It starts out as an expedition with one of our ambulance drivers. His name is "Hom" which means "brave" or "hero." And he is. He's our best driver. Super aggresive, and showy and flashy at the same time. Shifting gears with a flourish, pointing at other cars as if to say, "hold it, buddy! right there!" His instincts are ridiculously tuned. But he's also the sweetest guy--big broad smile and although he doesn't speak a lick of English, his communication skills are universal.
We meet him at the hotel gate and head off to the restaurant. The first item we order is perhaps the most important: beer. The second item is perhaps the most disturbing: fertilized duck egg.
Once again. That's:
Fertilized.
Duck.
Egg.
Before we got there, I pictured a hard boiled egg with the teeniest tiniest little bitty already-formed duck embryo. The shot we've prepared is: me to camera saying, "the tradition is you eat one egg if your luck is bad, and two if your luck is good--now I don't know how my luck is, but my stomach tells me I'll eat just one..."

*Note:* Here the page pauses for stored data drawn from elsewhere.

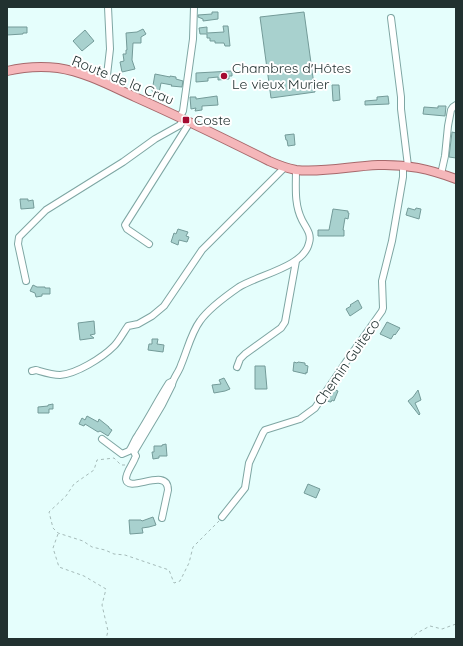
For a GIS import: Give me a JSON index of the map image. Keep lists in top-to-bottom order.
{
  "streets": {
    "main road": ["Route de la Crau"],
    "street": ["Chemin Guiteco"]
  },
  "crossings": [
    ["Route de la Crau", "Chemin Guiteco"]
  ],
  "places": {
    "other": ["Chambres d'Hôtes Le vieux Murier"],
    "transit": ["Coste"]
  }
}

So the eggs arrive. A bunch of them. "Hom" has brought along his 18 year old twin daughters "Chisne" and "Non" to help. They are sweet kids who tell me that drinking beer is unhealthy. They then order Cokes. And duck embryos.

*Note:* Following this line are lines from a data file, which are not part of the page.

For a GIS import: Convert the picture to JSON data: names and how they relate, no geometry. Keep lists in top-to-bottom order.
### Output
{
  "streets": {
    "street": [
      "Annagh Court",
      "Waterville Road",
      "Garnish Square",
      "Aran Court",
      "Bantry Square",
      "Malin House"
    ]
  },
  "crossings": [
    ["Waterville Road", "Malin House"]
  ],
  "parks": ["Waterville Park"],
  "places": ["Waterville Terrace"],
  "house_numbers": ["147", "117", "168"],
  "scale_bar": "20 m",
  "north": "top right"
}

Camera's rolling. Chisne shows me how to tap the top of the egg with my spoon. Cracks open, and I start peeling pieces away to expose the inside.
"You must drink!" Chisne says. Oh boy.
The egg is hot in my hand, so I know it's a least partially boiled. I put the egg to my lips...and knock it back, drinking the liquid from inside the egg. There is very little, and it tastes like...egg. To my relief.

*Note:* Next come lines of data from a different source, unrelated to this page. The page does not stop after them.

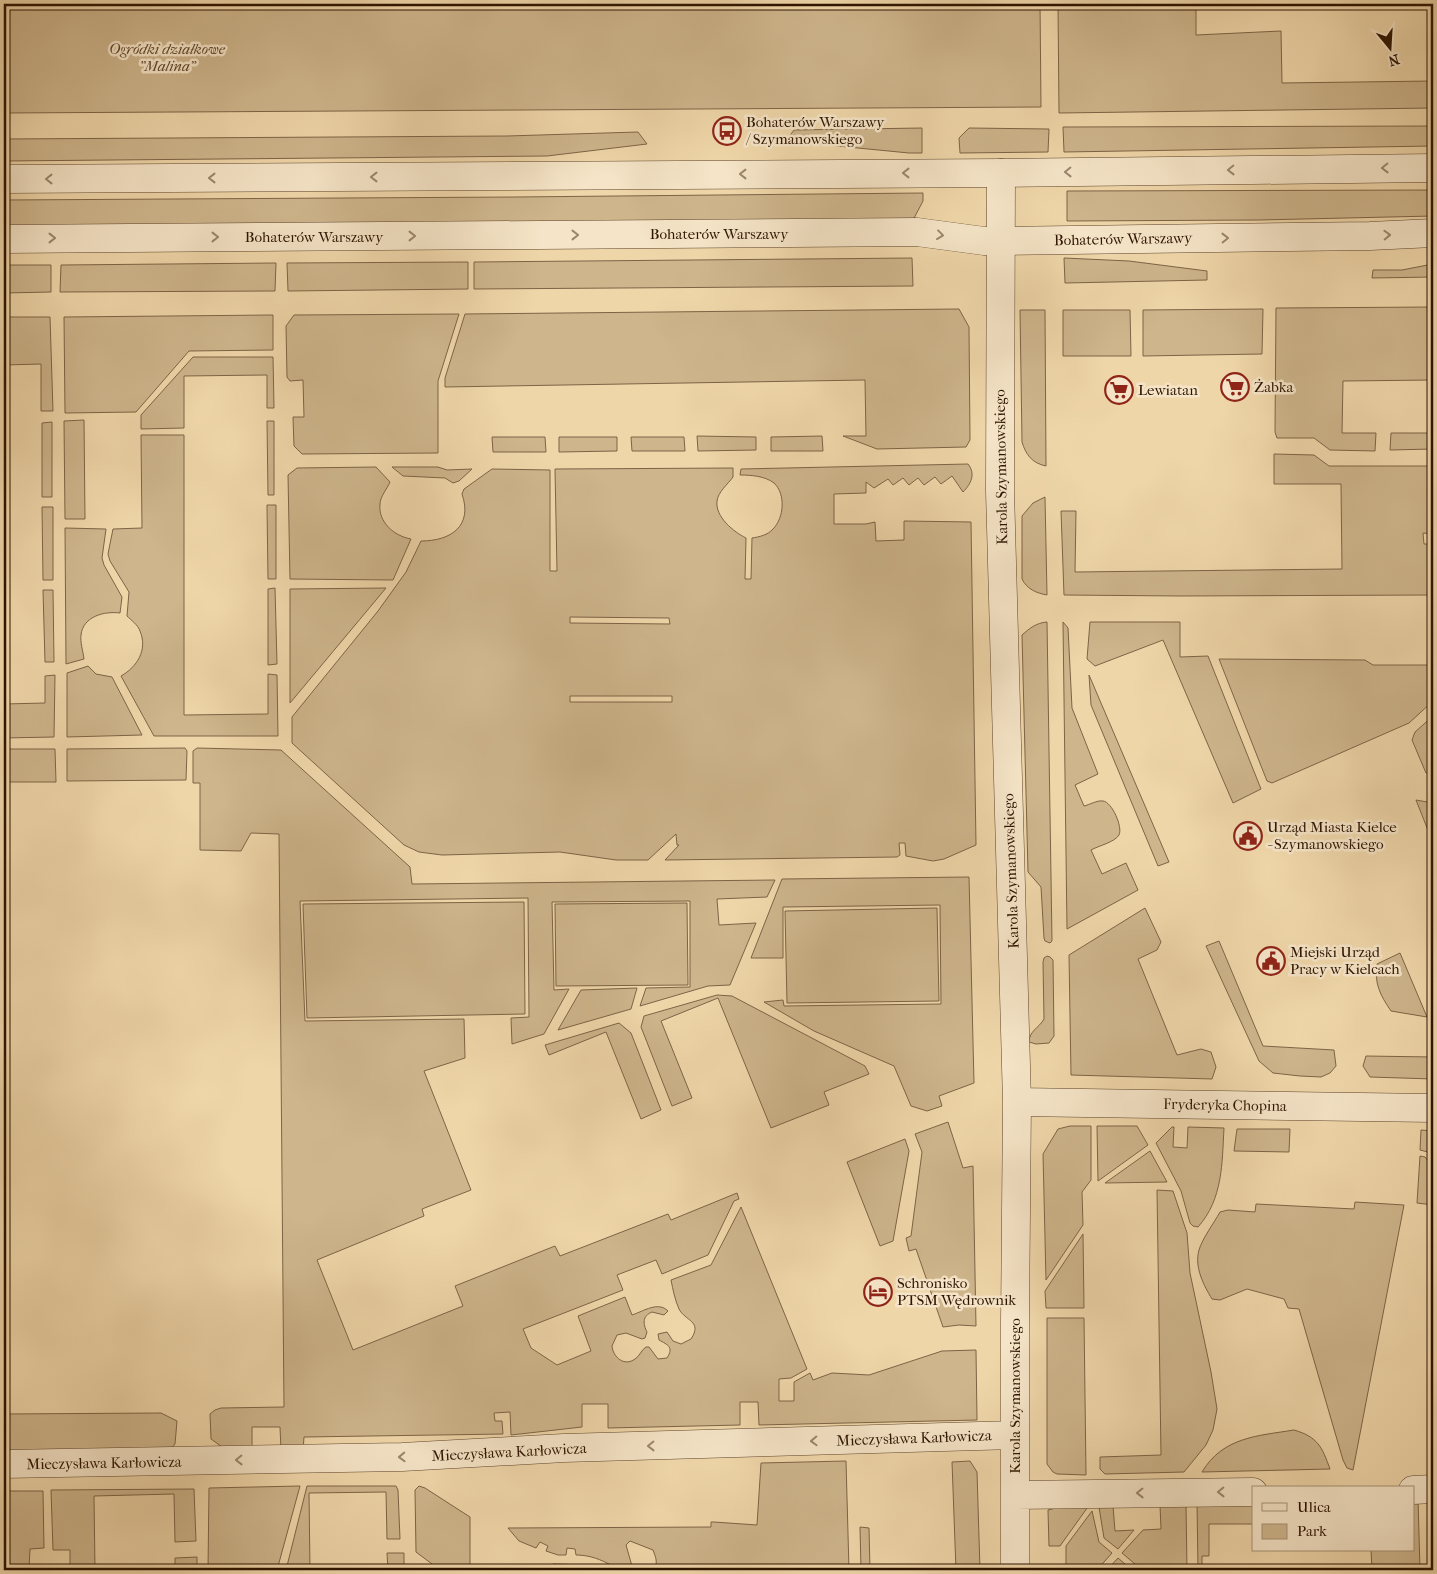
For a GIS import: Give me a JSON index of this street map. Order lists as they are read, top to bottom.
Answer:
{
  "streets": {
    "street": [
      "Bohaterów Warszawy",
      "Karola Szymanowskiego",
      "Fryderyka Chopina",
      "Mieczysława Karłowicza"
    ]
  },
  "crossings": [
    ["Bohaterów Warszawy", "Karola Szymanowskiego"],
    ["Karola Szymanowskiego", "Fryderyka Chopina"],
    ["Karola Szymanowskiego", "Mieczysława Karłowicza"]
  ],
  "one_way": ["Mieczysława Karłowicza"],
  "parks": ["Ogródki działkowe \"Malina\""],
  "places": {
    "bus stop": ["Bohaterów Warszawy / Szymanowskiego"],
    "supermarket": ["Żabka", "Lewiatan"],
    "public building": ["Urząd Miasta Kielce - Szymanowskiego", "Miejski Urząd Pracy w Kielcach"],
    "hotel": ["Schronisko PTSM Wędrownik"]
  },
  "legend": ["Ulica", "Park"],
  "north": "bottom"
}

Then we peel more away. I see a comforting sight: The yellow of the egg! Just like any old hard boiled egg anywhere. I'm thinking now: "no problem! I can eat a yolk."
And that's when I see the beak. And the eyes. And the head. And this is not a teensy tiny little bitty duck embyo, friends. This is a freakin baby duck. One step away from adding feathers. In my egg.
This is a nightmare.
Keep this in mind: I wouldn't eat broccoli when I was a kid. Hell, when I was a kid, the only green things I ever ate were peas--and they had to be canned, not frozen. I wouldn't eat tomatoes, or mushrooms, or really anything unless it had "peanut butter and jelly" in the title. I was a finicky kid. Now granted, I've broadened my pallete since then--even eating sushi now. But, folks, let me tell you, a baby duck in an egg is a whole different deal.
I can't bring myself to pull the trigger on the duck itself yet. Chisne tells me to eat the yolk first. I wiggle it out of the egg with a tiny spoon, and with my beer in one hand and yolk in the other, down it.
Not bad. Tastes like a yolk.
And then--Chisne says words that are magical. "No that's dirt, don't eat the dirt." I'm confused at first, but then realize that she's talking about the ducky duck itself. I don't have to eat the duck! I just have to eat the stuff around it. This is really, really good news.
Our translator--the 26 year old "Yoom" who has fast become our pal, does not, however, subscribe to this "dirt" notion. And eats the whole thing. Including the ducky duck. This requires ordering another beer for me.
Next up on the menu? Eel.
No sweat. Hell this is even cooked eel. Fried in fact. Bring it on. They do. We eat it.
And then. The main course. Snake.
When they bring it to the table I must confess I was a little confused. I thought we'd see it like the eel was--maybe fried? Maybe deep fried? Maybe HEAVILY battered and deep fried?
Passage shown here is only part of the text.